Because we as human beings are accustomed to viewing our creations as artificial (even destructive) and ourselves as uniquely technology-dependent, weak and silly beside our animal cousins, we ignore how animals also change and even pollute the environment for themselves and other animals through their own constructions. Dawkins is saying, and Moore is implying, that the bird’s nest or the archives is a behavior as well as a structure, and that successive generations of birds are no less dependent on their increasingly sophisticated nests than we are upon our structures. Birds too are silly and weak without evolution’s technologies—the nest, the hard-shell egg, the beak. Beavers cut down trees to build dens, flooding a field to create a pond, chasing away some animals and inviting others, drowning plants to be replaced by others. Who, then, is polluting? What, then, is “natural?” Is a beaver’s dam natural, therefore eternal, but an archives artificial and thus infinitely plastic, and Greene seems to claim? Building nests, dams, houses, and archives are all behaviors that recreate context—is it really impossible to say, without appealing to naïve neo-Platonism, that nests, dams, houses, and archives indeed each have a nature? This author argues that they do, and that the nature of archives evolves. Archives change, but archives remain distinct from, say, orchestras, or dance performances, as traffic noise is distinct from tubas (Herbert, 1985, 135). Is it not then reasonable to say that archives are what we archive, whatever that may be and however we may go about archiving it (Kaplan, 2000), and however that may change?

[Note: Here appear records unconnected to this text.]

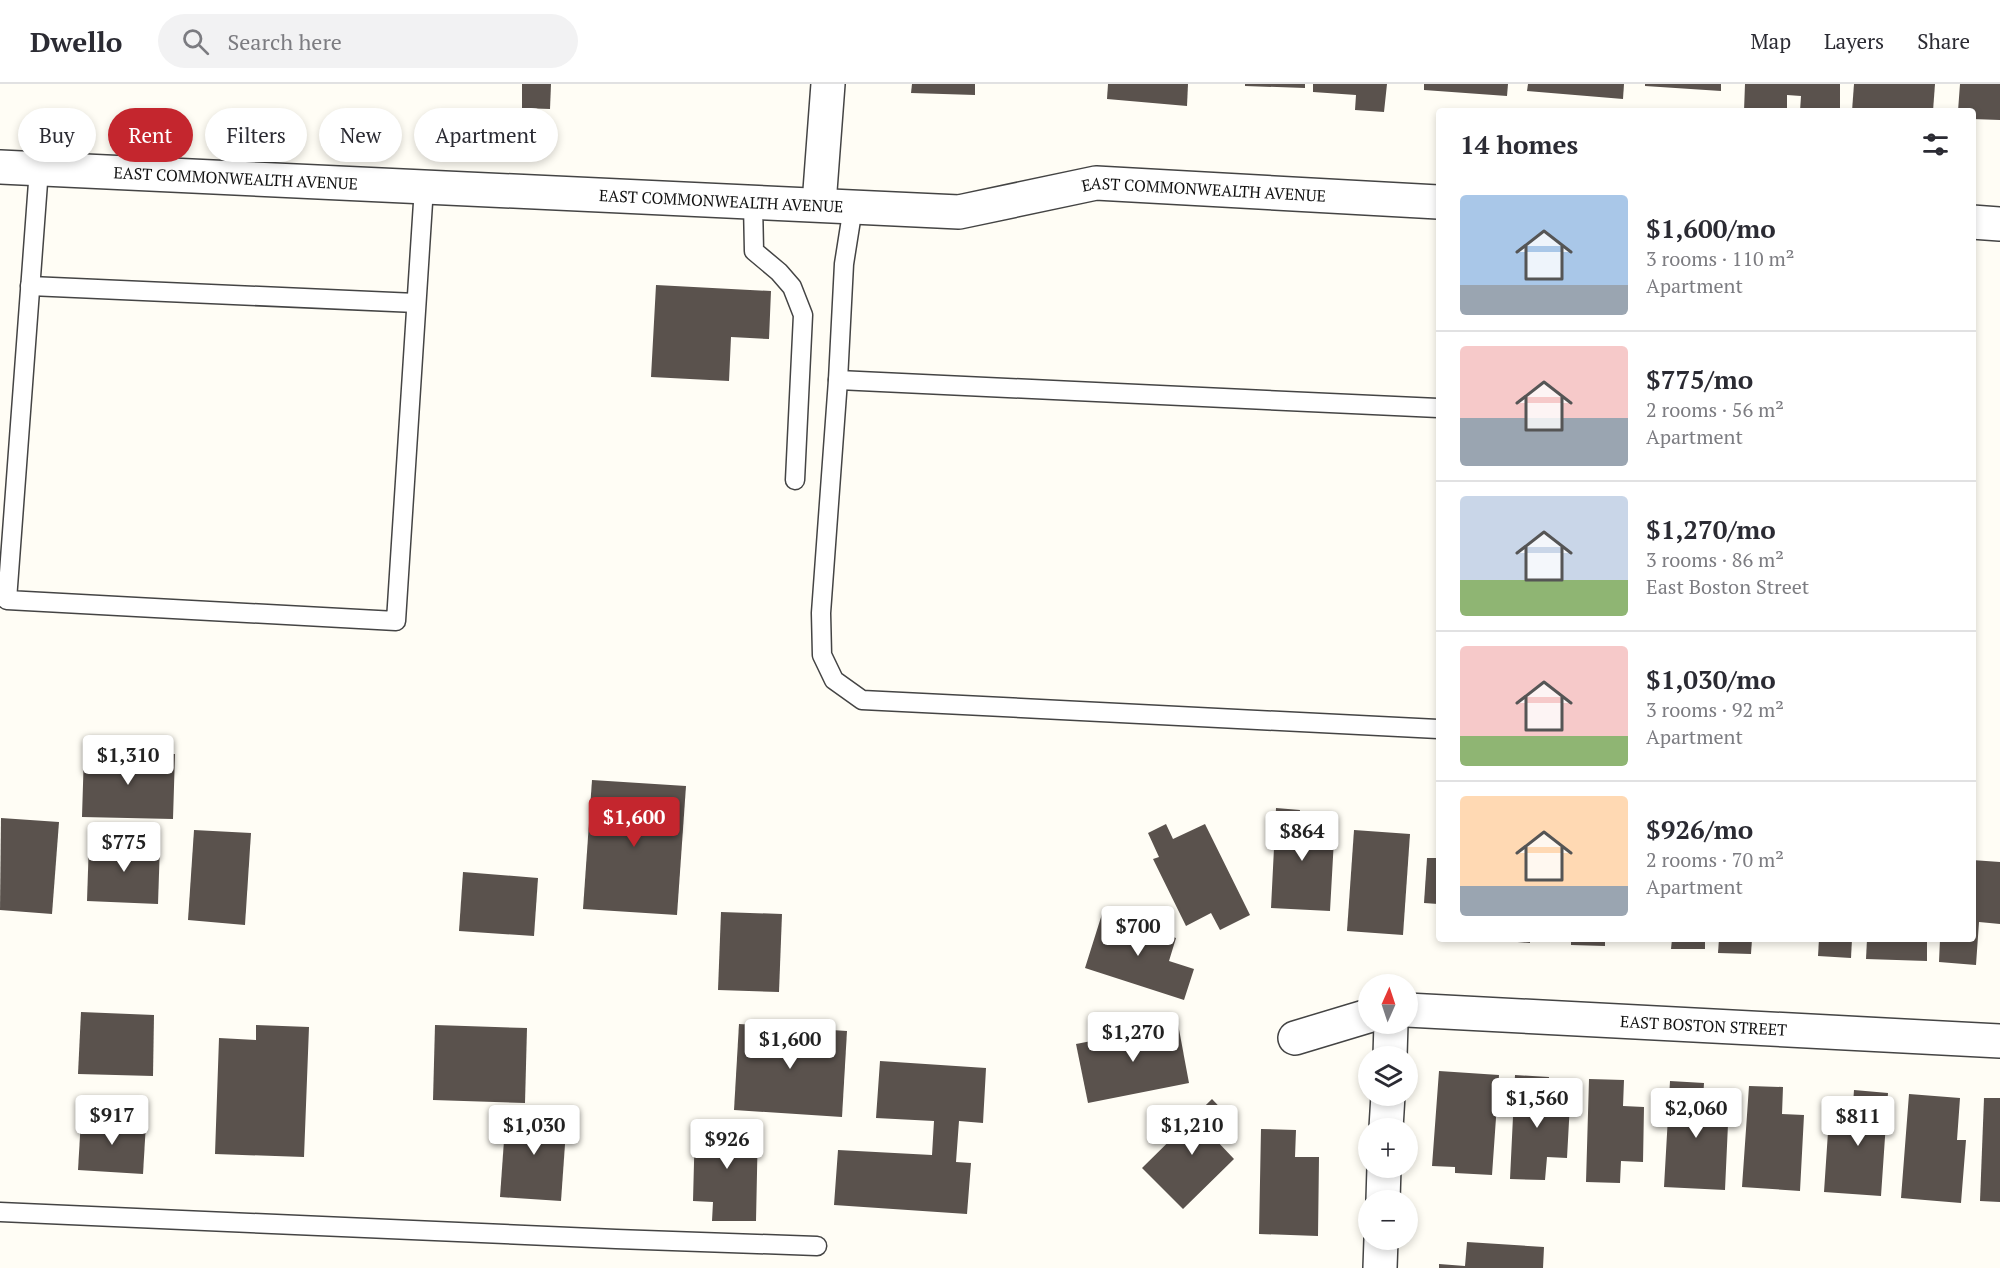 <!DOCTYPE html>
<html lang="en">
<head>
<meta charset="utf-8">
<style>
  :root { --surface:#fff; --page:#f2f2f3; --text:#2b2b33; --muted:#7c7c81; --line:#e1e1e2; --accent:#c4262e }
  body { margin:0; font-family:"PT Serif",serif; background:var(--page); color:var(--text); height:100vh; display:flex; flex-direction:column; font-size:22px; white-space:nowrap }
  * { box-sizing:border-box; margin:0 }
  p { font-size:20px; color:var(--muted) }
  .icon { flex:none; width:33px; height:33px; fill:none; stroke:currentColor; stroke-width:2; stroke-linecap:round; stroke-linejoin:round }
  .map { position:relative; flex:1; overflow:hidden }
  .side { position:absolute; left:1436px; top:24px; width:540px; height:834px; display:flex; flex-direction:column; background:var(--surface); border-radius:6px; box-shadow:0 3px 9px #0003 }
  .side>* { flex:none }
  .top-card { position:absolute; left:18px; top:24px; width:570px; height:54px; display:flex; gap:12px }
  .needle { width:39px; rotate:3deg }
  .fabs { position:absolute; left:1358px; top:890px; display:grid; gap:12px }
  .fabs a { display:grid; place-items:center; width:60px; height:60px; border-radius:50%; background:var(--surface); box-shadow:0 3px 9px #0003; font-size:30px }
  .price { position:absolute; translate:-50% -51px; padding:0 14px; border-radius:6px; background:#fff; color:#222; font-size:20px; line-height:39px; filter:drop-shadow(0 2px 3px #0008) }
  .price::after { content:''; position:absolute; left:50%; top:36px; width:18px; height:14px; margin-left:-9px; background:inherit; clip-path:polygon(0 0,100% 0,50% 100%) }
  .price.current { background:var(--accent); color:#fff }
  ul { padding:0; list-style:none }
  li { display:flex; align-items:center; gap:18px; height:150px; padding:0 24px }
  li+li { border-top:2px solid var(--line) }
  li span { display:grid; place-items:center; flex:none; width:168px; height:120px; border-radius:6px; color:#555 }
  li>.icon { margin-inline-start:auto }
  span .icon { width:72px; height:72px; fill:#fffc; stroke-width:1 }
  li b { font-size:26px }
  h2 { display:flex; justify-content:space-between; align-items:center; height:72px; padding:0 24px; font-size:26px }
  .tag { padding:0 21px; border-radius:27px; background:var(--surface); box-shadow:0 3px 9px #0003; font-size:21px; line-height:54px }
  .tag.current { background:var(--accent); color:#fff }
  header { display:flex; align-items:center; gap:36px; box-sizing:border-box; height:84px; padding:0 30px; background:var(--surface); border-bottom:2px solid var(--line) }
  header strong { font-size:28px }
  nav { display:flex; gap:33px; margin-inline-start:auto; font-size:21px }
  .search { width:420px; height:54px; background:var(--page); display:flex; align-items:center; gap:15px; box-sizing:border-box; padding:0 21px; border-radius:33px; color:var(--muted); font-size:22px }
  .map>svg:first-child { display:block }
  .building { fill:#5a524d }
  .lines { fill:none; stroke-linecap:round; stroke-linejoin:round }
  .lane-casing { stroke:#444; stroke-width:21 }
  .street-casing { stroke:#444; stroke-width:36 }
  .lane { stroke:#fff; stroke-width:18 }
  .street { stroke:#fff; stroke-width:33 }
  .labels { text-anchor:middle; stroke-width:6; stroke-linejoin:round; paint-order:stroke }
  .street-label { font-size:16px; fill:#111; stroke:#fff }
</style>
</head>
<body>
<header>
<strong>Dwello</strong>
<div class="search"><svg class="icon" aria-label="search" viewBox="0 0 24 24"><circle cx="10" cy="10" r="6"/><path d="M15 15l6 6"/></svg>Search here</div>
<nav><a>Map</a><a>Layers</a><a>Share</a></nav>
</header>
<div class="map">
<svg width="2000" height="1184" viewBox="0 0 2000 1184">
  <rect width="100%" height="100%" fill="#fffdf5"/>
  <g class="building">
    <polygon points="522,0 551,0 550,25 522,24"/>
    <polygon points="912,0 975,0 975,11 911,9"/>
    <polygon points="1108,0 1188,0 1187,22 1107,15"/>
    <polygon points="1245,0 1305,0 1305,4 1245,2"/>
    <polygon points="1313,0 1387,0 1384,28 1355,26 1356,11 1313,8"/>
    <polygon points="1424,0 1508,0 1507,12 1424,6"/>
    <polygon points="1528,0 1624,0 1623,15 1527,7"/>
    <polygon points="1645,0 1721,0 1721,7 1645,2"/>
    <polygon points="1745,0 1840,0 1840,27 1800,27 1801,12 1787,11 1787,27 1744,27"/>
    <polygon points="1854,0 1935,0 1933,27 1852,27"/>
    <polygon points="1960,0 2000,0 2000,36 1972,35 1972,27 1958,27"/>
    <polygon points="656,201 771,207 769,255 731,253 729,297 651,293"/>
    <polygon points="84,668 175,670 173,735 82,733"/>
    <polygon points="592,696 686,702 677,831 583,825"/>
    <polygon points="1276,724 1300,726 1299,735 1335,737 1330,827 1271,824"/>
    <polygon points="1,734 59,738 52,830 0,826"/>
    <polygon points="1166,740 1173,755 1205,740 1250,831 1220,846 1211,829 1186,842 1153,775 1159,773 1148,749"/>
    <polygon points="194,746 251,749 245,841 188,836"/>
    <polygon points="1354,746 1410,750 1403,851 1347,847"/>
    <polygon points="89,757 160,760 158,820 87,817"/>
    <polygon points="1427,774 1438,774 1438,820 1424,819"/>
    <polygon points="1972,776 2000,778 2000,840 1979,838 1976,881 1939,878 1940,855 1972,855"/>
    <polygon points="463,788 538,794 534,852 459,847"/>
    <polygon points="721,828 782,830 779,908 718,906"/>
    <polygon points="1102,830 1176,854 1169,877 1194,885 1184,916 1085,884"/>
    <polygon points="1506,855 1530,855 1530,859 1506,857"/>
    <polygon points="1571,855 1605,855 1605,862 1571,861"/>
    <polygon points="1672,855 1705,855 1705,865 1671,865"/>
    <polygon points="1719,855 1752,855 1751,870 1718,869"/>
    <polygon points="1819,855 1852,855 1851,874 1818,872"/>
    <polygon points="1867,855 1927,855 1927,877 1866,875"/>
    <polygon points="81,928 154,931 153,992 78,990"/>
    <polygon points="739,940 847,947 842,1033 734,1026"/>
    <polygon points="1178,940 1189,999 1088,1019 1076,960"/>
    <polygon points="256,941 309,943 304,1073 215,1070 219,954 256,956"/>
    <polygon points="435,941 527,944 525,1019 433,1016"/>
    <polygon points="880,977 986,984 983,1039 959,1037 956,1078 971,1079 967,1130 834,1121 838,1066 932,1071 934,1037 876,1034"/>
    <polygon points="1439,987 1499,991 1492,1091 1455,1089 1455,1083 1432,1082"/>
    <polygon points="1515,991 1549,993 1547,1018 1570,1019 1567,1074 1547,1073 1545,1096 1510,1095"/>
    <polygon points="1589,995 1624,996 1623,1022 1644,1023 1643,1078 1621,1077 1620,1099 1586,1098"/>
    <polygon points="1670,997 1704,999 1703,1017 1729,1018 1725,1106 1664,1103"/>
    <polygon points="1749,1002 1783,1003 1782,1030 1804,1031 1800,1107 1742,1103"/>
    <polygon points="1854,1006 1888,1009 1881,1112 1824,1108 1829,1033 1852,1034"/>
    <polygon points="1909,1010 1960,1014 1957,1056 1966,1056 1961,1119 1901,1114"/>
    <polygon points="1984,1014 2000,1014 2000,1118 1980,1117"/>
    <polygon points="1212,1015 1234,1038 1216,1056 1234,1075 1183,1125 1142,1084"/>
    <polygon points="506,1028 567,1032 561,1117 500,1113"/>
    <polygon points="81,1035 146,1039 143,1090 78,1086"/>
    <polygon points="695,1040 758,1041 756,1137 712,1137 713,1118 693,1117"/>
    <polygon points="1261,1045 1296,1046 1295,1073 1319,1073 1318,1152 1259,1150"/>
    <polygon points="1467,1158 1544,1163 1543,1184 1439,1184 1439,1180 1465,1182"/>
  </g>
  <g class="lines">
    <defs>
      <g id="lane">
        <polyline points="39,85 7,516 396,537 424,103"/>
        <polyline points="753,119 754,167 779,188 792,203 803,231 795,396"/>
        <polyline points="853,123 844,180 838,296 821,529 822,571 834,596 862,616 1438,645"/>
        <polyline points="30,202 416,219"/>
        <polyline points="838,296 1438,324"/>
        <polyline points="0,1128 616,1155 817,1162"/>
      </g>
      <g id="street">
        <path id="s1" d="M0,83L959,128L1096,99L1438,118"/>
        <polyline points="819,120 828,0"/>
        <polyline points="1972,138 2000,140"/>
        <path id="s2" d="M1407,926L2000,957"/>
        <polyline points="1295,954 1368,932"/>
        <polyline points="1390,972 1391,939"/>
        <polyline points="1386,1044 1388,1011"/>
        <polyline points="1383,1116 1384,1083"/>
        <polyline points="1380,1184 1381,1155"/>
      </g>
    </defs>
    <use href="#lane" class="lane-casing"/>
    <use href="#street" class="street-casing"/>
    <use href="#lane" class="lane"/>
    <use href="#street" class="street"/>
  </g>
  <g class="labels">
    <g class="street-label">
      <text dy="6" stroke="none"><textPath href="#s1" startOffset="236">EAST COMMONWEALTH AVENUE</textPath></text>
      <text dy="6" stroke="none"><textPath href="#s1" startOffset="1208">EAST COMMONWEALTH AVENUE</textPath></text>
      <text dy="6" stroke="none"><textPath href="#s1" startOffset="722">EAST COMMONWEALTH AVENUE</textPath></text>
      <text dy="6" stroke="none"><textPath href="#s2" startOffset="297">EAST BOSTON STREET</textPath></text>
    </g>
  </g>
</svg>
<div class="fabs">
<a><svg class="needle" viewBox="-14 -14 28 28"><path d="M0-13l5 13h-10z" fill="#e53935"/><path d="M0 13l5-13h-10z" fill="#7c7c81"/></svg></a>
<a><svg class="icon" aria-label="layers" viewBox="0 0 24 24"><path d="M12 4l9 5-9 5-9-5zM3 14l9 5 9-5"/></svg></a>
<a>+</a>
<a>−</a>
</div>
<b class="price" style="left:128px;top:702px">$1,310</b>
<b class="price current" style="left:634px;top:764px">$1,600</b>
<b class="price" style="left:1302px;top:778px">$864</b>
<b class="price" style="left:124px;top:789px">$775</b>
<b class="price" style="left:1138px;top:873px">$700</b>
<b class="price" style="left:1133px;top:979px">$1,270</b>
<b class="price" style="left:790px;top:986px">$1,600</b>
<b class="price" style="left:1537px;top:1045px">$1,560</b>
<b class="price" style="left:1696px;top:1055px">$2,060</b>
<b class="price" style="left:112px;top:1062px">$917</b>
<b class="price" style="left:1858px;top:1063px">$811</b>
<b class="price" style="left:534px;top:1072px">$1,030</b>
<b class="price" style="left:1192px;top:1072px">$1,210</b>
<b class="price" style="left:727px;top:1086px">$926</b>
<div class="top-card">
<a class="tag">Buy</a>
<a class="tag current">Rent</a>
<a class="tag">Filters</a>
<a class="tag">New</a>
<a class="tag">Apartment</a>
</div>
<section class="side">
<h2>14 homes<svg class="icon" aria-label="filters" viewBox="0 0 24 24"><path d="M4 7h16M4 17h16"/><circle cx="9" cy="7" r="2"/><circle cx="15" cy="17" r="2"/></svg></h2>
<ul>
<li><span style="background:linear-gradient(#a9c7e8 75%,#9aa5b1 0)"><svg class="icon" aria-label="home" viewBox="0 0 24 24"><path d="M3 11l9-7 9 7M6 9v11h12V9"/></svg></span><div><b>$1,600/mo</b><p>3 rooms · 110 m²</p><p>Apartment</p></div></li>
<li><span style="background:linear-gradient(#f6c9c9 60%,#9aa5b1 0)"><svg class="icon" aria-label="home" viewBox="0 0 24 24"><path d="M3 11l9-7 9 7M6 9v11h12V9"/></svg></span><div><b>$775/mo</b><p>2 rooms · 56 m²</p><p>Apartment</p></div></li>
<li><span style="background:linear-gradient(#c9d6e8 70%,#8fb573 0)"><svg class="icon" aria-label="home" viewBox="0 0 24 24"><path d="M3 11l9-7 9 7M6 9v11h12V9"/></svg></span><div><b>$1,270/mo</b><p>3 rooms · 86 m²</p><p>East Boston Street</p></div></li>
<li><span style="background:linear-gradient(#f6c9c9 75%,#8fb573 0)"><svg class="icon" aria-label="home" viewBox="0 0 24 24"><path d="M3 11l9-7 9 7M6 9v11h12V9"/></svg></span><div><b>$1,030/mo</b><p>3 rooms · 92 m²</p><p>Apartment</p></div></li>
<li><span style="background:linear-gradient(#ffd9b3 75%,#9aa5b1 0)"><svg class="icon" aria-label="home" viewBox="0 0 24 24"><path d="M3 11l9-7 9 7M6 9v11h12V9"/></svg></span><div><b>$926/mo</b><p>2 rooms · 70 m²</p><p>Apartment</p></div></li>
</ul>
</section>
</div>
</body>
</html>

This is the tragedy, that the discussion of a comprehensive and universal archival theory gets bogged down in retrograde dualism: record versus archives, natural versus artificial, and eternal first principles or naïve postmodernist relativism. It is a trap. Dualities usually are, and are worthy of suspicion if not outright avoidance because the mind so readily falls into them. In theory, Eastwood and Duranti hope for a place of stasis, of security, a Promised Land, whereas Greene and his colleagues evidently fear a reissuing of the Ten Commandments that would forcibly unite distant tribes (Greene et al, 10). Neither path leads to a legitimate theory, and all of these brilliant thinkers who each have a part of the answer tragically miss the point.
*Which, of course, is really a curvature in space-time, anyway.